Pat Tillman. Only 25 years old when he walked away from a promising NFL career and paycheck to join the Army Rangers. A true American hero the likes of which are seldom seen anymore.
Bob Feller. Pitcher for the Cleveland Indians who enlisted two days after Pearl Harbor. Was the first pro athlete to enlist in World War II. Served from 1941-1945, missing four years of a dominant career and certainly missed out on the chance of being a 300 game winner, finished his career with a record of 266-162.
Roger Staubach. After graduation from the Naval academy served in Vietnam where he commanded 41 men. Later won two Super Bowls as quarterback of the Cowboys.
Chuck Bednarik. Served in the Army Air Force during World War II and flew 30 missions in a B-24 over Germany. Was a two-way player at center and linebacker for the Eagles from 1949-1962.

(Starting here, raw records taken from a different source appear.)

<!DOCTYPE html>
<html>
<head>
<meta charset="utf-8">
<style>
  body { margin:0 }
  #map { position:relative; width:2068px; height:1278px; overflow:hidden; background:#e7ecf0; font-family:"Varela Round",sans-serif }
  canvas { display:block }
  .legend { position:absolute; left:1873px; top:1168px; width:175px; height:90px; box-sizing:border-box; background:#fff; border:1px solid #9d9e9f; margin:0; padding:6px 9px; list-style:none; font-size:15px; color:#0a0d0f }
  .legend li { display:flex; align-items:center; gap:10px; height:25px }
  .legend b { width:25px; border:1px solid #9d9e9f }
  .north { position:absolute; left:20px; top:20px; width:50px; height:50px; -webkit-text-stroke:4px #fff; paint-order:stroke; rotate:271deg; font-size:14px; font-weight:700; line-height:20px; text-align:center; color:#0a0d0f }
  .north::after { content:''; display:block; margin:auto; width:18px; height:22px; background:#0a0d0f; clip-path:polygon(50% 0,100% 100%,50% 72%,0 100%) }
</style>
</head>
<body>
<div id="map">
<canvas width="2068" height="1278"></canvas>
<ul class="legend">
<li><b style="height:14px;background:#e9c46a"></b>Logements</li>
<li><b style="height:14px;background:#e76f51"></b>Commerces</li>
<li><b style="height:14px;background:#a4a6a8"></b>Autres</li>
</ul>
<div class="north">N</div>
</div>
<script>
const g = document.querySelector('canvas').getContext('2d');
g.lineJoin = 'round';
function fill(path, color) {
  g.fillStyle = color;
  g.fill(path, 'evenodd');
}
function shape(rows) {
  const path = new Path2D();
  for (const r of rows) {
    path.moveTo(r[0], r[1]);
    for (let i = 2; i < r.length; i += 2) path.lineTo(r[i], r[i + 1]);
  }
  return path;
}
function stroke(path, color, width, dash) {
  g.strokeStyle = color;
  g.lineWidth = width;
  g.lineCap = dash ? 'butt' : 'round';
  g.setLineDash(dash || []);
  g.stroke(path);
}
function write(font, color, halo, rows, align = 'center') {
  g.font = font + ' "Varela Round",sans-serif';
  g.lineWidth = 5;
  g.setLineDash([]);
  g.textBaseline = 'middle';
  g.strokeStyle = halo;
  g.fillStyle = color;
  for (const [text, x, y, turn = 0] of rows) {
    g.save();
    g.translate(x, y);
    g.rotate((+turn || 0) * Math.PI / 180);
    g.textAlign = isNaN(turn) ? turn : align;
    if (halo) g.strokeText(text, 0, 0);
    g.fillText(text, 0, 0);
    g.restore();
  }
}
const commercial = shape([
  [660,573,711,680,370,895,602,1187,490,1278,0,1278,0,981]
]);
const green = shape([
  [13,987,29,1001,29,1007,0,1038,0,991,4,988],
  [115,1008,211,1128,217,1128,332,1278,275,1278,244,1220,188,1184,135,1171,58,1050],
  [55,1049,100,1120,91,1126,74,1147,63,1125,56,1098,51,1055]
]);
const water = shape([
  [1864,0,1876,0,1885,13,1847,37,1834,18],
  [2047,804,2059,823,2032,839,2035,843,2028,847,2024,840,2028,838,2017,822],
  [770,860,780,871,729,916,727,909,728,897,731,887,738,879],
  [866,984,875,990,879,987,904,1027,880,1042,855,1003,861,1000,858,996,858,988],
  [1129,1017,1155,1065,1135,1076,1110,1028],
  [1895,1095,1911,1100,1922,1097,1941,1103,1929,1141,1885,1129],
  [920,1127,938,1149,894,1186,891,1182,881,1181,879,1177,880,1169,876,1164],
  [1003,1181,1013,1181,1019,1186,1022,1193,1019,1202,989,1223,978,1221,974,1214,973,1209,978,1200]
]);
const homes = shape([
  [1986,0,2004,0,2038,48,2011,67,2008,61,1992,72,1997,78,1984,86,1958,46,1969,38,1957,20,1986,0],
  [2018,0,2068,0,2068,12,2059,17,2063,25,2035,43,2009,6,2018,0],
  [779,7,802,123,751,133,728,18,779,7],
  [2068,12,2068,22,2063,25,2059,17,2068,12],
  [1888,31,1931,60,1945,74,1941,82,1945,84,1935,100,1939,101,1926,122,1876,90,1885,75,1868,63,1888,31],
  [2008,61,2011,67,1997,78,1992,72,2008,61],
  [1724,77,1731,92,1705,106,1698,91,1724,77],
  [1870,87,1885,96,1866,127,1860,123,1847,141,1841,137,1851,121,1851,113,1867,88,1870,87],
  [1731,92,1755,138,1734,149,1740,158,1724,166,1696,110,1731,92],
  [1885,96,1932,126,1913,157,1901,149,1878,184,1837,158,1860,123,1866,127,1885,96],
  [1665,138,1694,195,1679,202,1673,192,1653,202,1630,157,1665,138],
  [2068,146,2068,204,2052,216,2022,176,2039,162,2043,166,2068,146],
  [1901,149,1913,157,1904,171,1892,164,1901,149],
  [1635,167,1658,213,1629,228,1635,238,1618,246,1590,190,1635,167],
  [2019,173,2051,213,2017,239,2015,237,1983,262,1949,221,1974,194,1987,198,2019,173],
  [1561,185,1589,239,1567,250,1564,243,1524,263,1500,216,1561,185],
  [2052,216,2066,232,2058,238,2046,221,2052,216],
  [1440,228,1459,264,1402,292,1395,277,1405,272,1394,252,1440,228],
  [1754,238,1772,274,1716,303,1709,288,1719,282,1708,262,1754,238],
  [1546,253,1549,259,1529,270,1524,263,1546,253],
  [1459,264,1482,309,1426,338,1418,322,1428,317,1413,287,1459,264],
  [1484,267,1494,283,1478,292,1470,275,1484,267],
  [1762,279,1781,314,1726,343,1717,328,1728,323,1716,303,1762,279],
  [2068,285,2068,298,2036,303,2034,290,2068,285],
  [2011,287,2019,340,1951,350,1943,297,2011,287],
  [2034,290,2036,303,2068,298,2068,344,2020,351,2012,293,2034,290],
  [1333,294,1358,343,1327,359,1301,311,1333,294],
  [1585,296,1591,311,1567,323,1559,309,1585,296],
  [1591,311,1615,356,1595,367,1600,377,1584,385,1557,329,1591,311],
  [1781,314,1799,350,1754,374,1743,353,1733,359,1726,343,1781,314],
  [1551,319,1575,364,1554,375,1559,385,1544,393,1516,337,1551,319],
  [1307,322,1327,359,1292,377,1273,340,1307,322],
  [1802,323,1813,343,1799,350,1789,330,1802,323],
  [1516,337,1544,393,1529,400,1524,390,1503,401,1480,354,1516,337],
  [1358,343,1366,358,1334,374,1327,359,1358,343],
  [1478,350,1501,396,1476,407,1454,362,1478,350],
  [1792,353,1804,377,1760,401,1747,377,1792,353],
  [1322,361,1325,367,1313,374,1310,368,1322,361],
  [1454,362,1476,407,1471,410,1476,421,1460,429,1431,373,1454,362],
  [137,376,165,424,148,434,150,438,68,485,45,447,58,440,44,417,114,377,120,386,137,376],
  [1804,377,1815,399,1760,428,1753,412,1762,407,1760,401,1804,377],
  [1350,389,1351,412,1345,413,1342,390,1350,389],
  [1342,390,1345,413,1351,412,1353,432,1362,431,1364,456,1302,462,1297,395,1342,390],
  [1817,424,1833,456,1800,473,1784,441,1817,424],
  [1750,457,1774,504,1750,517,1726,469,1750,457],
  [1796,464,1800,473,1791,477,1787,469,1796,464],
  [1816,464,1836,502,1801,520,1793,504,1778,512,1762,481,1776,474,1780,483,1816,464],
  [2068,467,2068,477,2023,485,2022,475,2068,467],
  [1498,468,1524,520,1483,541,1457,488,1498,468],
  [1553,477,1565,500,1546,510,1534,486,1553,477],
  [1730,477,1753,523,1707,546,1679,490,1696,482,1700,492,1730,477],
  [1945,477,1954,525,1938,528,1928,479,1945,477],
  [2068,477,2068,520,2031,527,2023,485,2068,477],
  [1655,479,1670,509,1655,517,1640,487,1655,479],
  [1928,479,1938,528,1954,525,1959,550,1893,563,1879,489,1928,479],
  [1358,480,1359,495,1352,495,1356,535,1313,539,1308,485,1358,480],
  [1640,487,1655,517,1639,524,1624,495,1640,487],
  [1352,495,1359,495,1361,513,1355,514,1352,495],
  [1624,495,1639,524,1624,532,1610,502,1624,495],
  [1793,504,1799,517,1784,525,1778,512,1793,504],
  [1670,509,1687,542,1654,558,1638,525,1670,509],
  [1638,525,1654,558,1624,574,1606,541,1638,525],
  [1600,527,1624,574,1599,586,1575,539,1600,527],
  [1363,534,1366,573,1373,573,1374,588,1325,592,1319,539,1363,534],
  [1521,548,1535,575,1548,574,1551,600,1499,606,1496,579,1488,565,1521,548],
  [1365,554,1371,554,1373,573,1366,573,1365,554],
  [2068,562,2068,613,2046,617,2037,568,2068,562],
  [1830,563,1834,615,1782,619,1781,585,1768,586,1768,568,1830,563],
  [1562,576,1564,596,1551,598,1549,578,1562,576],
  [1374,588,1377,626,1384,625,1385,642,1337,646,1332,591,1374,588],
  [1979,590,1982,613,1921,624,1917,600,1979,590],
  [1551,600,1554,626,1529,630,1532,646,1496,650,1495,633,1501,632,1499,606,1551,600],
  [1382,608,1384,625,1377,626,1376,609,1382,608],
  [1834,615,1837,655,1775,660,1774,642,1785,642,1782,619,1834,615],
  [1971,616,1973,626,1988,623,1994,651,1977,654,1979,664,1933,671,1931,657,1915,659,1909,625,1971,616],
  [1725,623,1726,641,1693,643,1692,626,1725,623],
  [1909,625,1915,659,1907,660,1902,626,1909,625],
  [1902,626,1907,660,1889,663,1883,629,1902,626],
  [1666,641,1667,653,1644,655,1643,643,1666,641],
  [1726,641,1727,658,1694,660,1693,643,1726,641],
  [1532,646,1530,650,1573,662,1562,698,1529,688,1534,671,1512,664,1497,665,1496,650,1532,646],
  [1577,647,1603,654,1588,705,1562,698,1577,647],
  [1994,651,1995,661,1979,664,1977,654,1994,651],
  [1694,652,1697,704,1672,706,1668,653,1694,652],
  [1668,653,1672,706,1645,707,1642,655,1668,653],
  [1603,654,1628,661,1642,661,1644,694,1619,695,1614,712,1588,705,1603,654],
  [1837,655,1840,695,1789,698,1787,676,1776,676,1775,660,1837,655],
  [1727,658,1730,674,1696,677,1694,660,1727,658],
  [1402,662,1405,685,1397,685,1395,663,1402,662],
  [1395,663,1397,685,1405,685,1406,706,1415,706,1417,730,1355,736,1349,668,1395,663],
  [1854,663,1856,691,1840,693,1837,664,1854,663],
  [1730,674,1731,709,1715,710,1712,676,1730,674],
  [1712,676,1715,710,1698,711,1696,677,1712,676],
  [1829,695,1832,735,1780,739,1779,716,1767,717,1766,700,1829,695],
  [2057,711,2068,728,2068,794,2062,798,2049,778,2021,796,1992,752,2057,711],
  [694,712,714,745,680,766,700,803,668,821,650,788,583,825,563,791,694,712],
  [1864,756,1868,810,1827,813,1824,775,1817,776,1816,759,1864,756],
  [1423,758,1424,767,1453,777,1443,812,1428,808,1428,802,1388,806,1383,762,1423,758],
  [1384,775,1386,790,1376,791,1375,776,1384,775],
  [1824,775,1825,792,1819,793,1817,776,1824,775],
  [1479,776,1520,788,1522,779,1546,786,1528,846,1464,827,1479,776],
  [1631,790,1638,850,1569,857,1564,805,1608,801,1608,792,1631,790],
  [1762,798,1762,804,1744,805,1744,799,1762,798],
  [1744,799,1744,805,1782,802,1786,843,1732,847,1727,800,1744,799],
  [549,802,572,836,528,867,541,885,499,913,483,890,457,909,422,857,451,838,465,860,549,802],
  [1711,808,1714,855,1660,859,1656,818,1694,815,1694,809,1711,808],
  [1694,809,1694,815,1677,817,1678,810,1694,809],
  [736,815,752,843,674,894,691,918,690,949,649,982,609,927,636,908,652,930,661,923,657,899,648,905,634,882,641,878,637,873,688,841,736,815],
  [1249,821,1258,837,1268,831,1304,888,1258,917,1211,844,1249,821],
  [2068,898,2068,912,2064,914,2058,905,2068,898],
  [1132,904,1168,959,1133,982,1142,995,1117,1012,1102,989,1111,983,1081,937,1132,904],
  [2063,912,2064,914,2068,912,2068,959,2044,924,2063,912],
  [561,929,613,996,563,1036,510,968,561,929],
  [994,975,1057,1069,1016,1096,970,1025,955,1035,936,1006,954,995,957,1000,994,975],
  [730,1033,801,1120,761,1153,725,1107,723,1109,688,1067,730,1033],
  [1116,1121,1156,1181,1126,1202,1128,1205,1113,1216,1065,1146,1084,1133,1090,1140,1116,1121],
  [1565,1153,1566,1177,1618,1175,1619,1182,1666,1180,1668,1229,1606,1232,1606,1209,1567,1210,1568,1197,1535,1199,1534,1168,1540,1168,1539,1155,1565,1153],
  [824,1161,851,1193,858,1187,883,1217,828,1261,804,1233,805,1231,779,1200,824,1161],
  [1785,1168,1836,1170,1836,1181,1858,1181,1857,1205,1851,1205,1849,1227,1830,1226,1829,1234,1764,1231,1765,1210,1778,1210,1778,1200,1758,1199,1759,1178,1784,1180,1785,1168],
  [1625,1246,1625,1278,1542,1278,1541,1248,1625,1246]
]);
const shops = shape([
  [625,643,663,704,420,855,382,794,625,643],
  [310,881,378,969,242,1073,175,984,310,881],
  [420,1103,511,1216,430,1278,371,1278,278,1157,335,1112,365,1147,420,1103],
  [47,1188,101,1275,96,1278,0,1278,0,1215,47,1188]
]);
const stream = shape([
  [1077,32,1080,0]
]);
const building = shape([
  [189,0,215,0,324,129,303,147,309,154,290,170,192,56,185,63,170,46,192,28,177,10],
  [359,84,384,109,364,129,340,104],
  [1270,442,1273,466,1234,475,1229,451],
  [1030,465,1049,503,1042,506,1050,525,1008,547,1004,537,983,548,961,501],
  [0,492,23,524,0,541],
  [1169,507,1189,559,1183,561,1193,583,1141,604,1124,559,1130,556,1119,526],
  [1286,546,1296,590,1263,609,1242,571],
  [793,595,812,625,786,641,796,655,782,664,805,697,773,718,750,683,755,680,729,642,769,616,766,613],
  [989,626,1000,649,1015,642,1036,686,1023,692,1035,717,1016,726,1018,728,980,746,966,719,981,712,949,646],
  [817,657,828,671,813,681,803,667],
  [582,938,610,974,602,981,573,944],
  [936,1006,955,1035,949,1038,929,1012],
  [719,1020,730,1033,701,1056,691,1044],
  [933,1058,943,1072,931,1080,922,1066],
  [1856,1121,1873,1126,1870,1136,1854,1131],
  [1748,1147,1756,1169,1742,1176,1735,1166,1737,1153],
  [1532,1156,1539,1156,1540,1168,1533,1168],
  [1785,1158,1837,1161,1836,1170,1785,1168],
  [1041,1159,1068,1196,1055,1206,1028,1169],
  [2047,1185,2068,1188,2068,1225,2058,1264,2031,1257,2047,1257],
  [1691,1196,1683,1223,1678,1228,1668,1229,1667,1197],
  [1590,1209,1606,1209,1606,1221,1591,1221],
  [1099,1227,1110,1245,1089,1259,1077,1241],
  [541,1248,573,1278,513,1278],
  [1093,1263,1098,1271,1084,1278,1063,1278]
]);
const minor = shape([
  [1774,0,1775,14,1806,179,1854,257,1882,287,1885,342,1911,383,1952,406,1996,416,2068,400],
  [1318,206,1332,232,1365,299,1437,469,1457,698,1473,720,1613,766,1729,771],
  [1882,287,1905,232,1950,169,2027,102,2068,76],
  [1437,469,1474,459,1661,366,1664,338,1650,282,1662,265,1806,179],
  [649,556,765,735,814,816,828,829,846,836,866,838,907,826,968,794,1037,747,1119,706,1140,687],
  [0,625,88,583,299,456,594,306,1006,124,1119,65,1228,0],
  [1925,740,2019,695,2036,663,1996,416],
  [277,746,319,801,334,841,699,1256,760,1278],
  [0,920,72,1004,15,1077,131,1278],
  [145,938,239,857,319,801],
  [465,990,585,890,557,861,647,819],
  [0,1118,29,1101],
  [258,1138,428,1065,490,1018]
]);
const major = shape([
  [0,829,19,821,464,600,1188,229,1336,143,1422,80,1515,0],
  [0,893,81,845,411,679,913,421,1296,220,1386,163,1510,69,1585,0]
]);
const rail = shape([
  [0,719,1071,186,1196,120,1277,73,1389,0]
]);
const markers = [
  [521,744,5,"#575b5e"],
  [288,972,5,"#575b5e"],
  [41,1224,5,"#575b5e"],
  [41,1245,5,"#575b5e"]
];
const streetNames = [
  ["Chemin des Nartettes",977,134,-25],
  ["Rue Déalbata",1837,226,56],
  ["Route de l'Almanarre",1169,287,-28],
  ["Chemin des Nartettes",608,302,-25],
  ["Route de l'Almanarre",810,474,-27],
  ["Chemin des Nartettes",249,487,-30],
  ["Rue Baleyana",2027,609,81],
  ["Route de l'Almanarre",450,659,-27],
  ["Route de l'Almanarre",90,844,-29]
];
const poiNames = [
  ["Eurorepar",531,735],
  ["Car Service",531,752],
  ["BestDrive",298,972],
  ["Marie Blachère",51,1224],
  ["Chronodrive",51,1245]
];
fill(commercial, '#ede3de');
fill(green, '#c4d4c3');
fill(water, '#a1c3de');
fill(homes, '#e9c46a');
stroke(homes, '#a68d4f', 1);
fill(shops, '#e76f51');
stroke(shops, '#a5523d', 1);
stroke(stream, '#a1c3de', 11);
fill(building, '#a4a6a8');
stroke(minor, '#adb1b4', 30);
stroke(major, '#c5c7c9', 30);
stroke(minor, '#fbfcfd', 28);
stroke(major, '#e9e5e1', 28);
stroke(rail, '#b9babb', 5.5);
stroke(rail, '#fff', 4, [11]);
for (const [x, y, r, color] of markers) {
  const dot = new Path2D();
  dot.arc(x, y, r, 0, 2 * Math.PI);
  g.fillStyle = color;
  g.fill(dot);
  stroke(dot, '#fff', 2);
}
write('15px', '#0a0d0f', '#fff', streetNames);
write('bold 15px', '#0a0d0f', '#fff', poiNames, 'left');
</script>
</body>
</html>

Hank Greenberg. A 1st Lieutenant in the Army Air Force in World War II. Served on a B-29 crew in the China-Burma-India theater. Was a career .313 hitter for the Detroit Tigers.
Arnold Palmer. Served from 1951-53. Later became the first millionaire in professional golf.
Ted Williams. A 2nd Lieutenant in the Marines, Williams served in both World War II and Korea. Was a flight instructor in World War II and a pilot in Korea where he flew 39 combat missions. Although he lost almost five years of his career to military service he still compiled a .344 lifetime average and was the last player to hit over .400, hitting .406 in 1941.
This is just a small sample of those who have left professional sports over the years to serve our country. Today we salute them, not as former athletes, but as VETERANS. THANK YOU. And THANK YOU to all the men and women who have served and who continue to serve in the only game that truly matters.